DATA IN THIS EXERCISE =
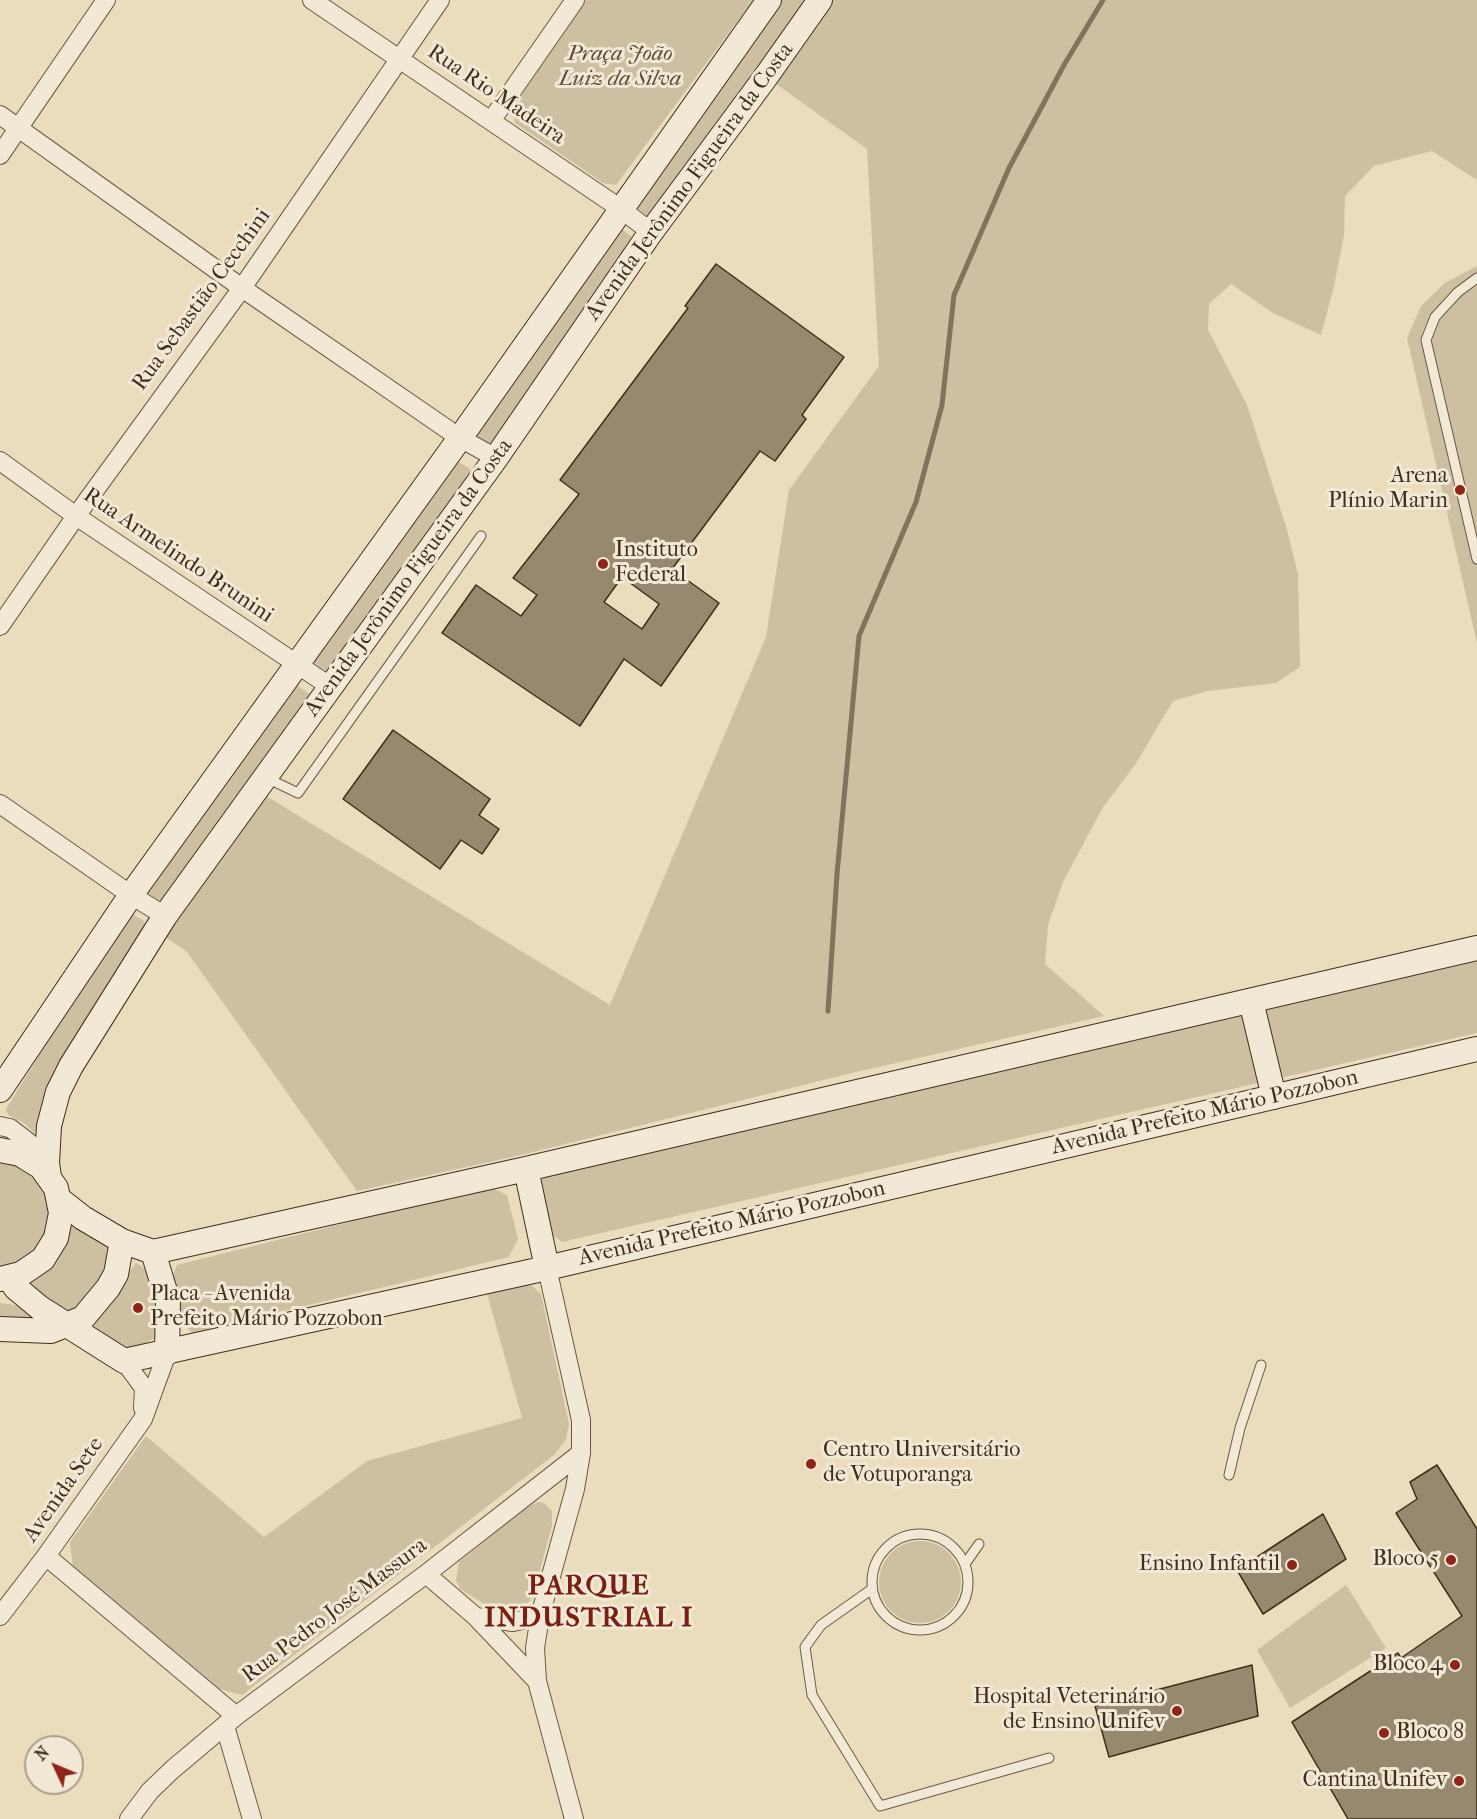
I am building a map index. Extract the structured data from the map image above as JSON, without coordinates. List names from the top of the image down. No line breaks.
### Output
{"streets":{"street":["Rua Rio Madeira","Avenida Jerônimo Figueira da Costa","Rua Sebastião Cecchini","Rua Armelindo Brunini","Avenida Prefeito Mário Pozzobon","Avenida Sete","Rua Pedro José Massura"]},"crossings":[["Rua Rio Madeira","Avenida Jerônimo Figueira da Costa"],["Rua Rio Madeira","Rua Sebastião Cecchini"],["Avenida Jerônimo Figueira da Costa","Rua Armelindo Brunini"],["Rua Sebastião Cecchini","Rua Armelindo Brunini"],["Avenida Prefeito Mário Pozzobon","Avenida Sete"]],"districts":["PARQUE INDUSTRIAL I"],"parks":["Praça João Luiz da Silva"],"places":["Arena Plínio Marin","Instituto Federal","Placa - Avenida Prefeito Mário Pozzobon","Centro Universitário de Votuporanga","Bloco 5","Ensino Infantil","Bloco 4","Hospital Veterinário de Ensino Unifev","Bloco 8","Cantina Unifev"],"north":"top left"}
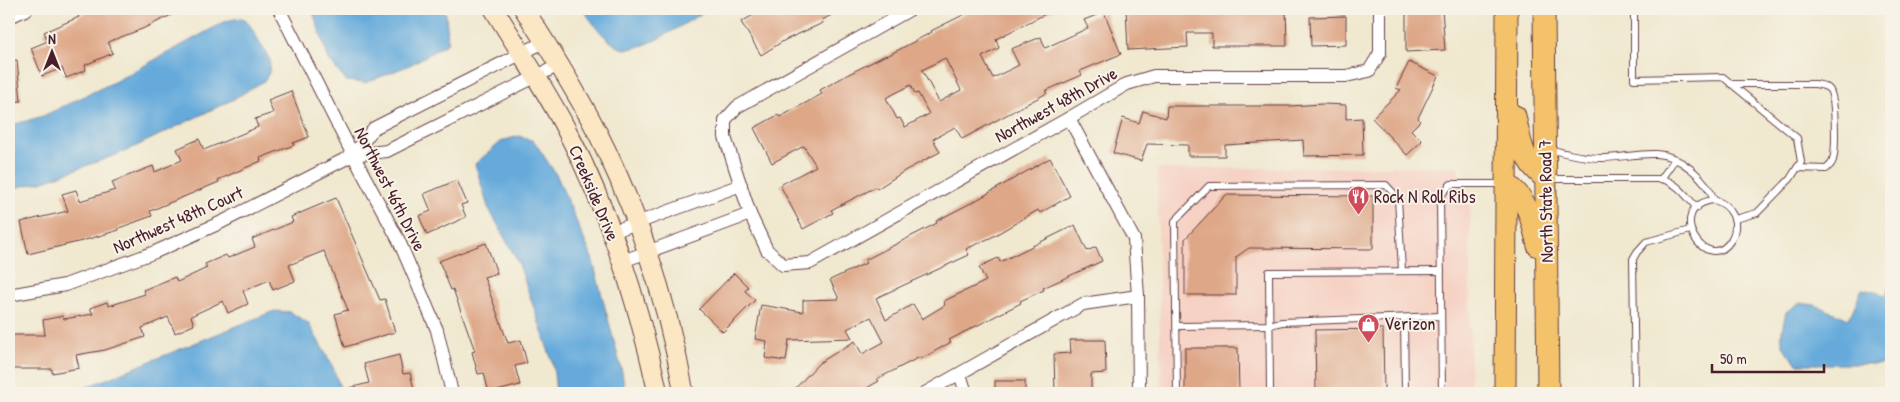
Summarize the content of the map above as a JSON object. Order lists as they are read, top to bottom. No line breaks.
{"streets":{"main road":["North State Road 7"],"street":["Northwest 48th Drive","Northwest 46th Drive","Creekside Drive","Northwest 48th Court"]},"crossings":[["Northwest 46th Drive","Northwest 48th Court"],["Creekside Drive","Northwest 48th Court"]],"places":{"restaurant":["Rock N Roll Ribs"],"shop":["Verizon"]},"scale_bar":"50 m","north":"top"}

YOUR OBJECTIVE =
Nothing but the lines from the one that contains "Summarize the content" through the end of the data above should appear, each reproduced exactly.

SOLUTION TO THIS TASK =
Summarize the content of the map above as a JSON object. Order lists as they are read, top to bottom. No line breaks.
{"streets":{"main road":["North State Road 7"],"street":["Northwest 48th Drive","Northwest 46th Drive","Creekside Drive","Northwest 48th Court"]},"crossings":[["Northwest 46th Drive","Northwest 48th Court"],["Creekside Drive","Northwest 48th Court"]],"places":{"restaurant":["Rock N Roll Ribs"],"shop":["Verizon"]},"scale_bar":"50 m","north":"top"}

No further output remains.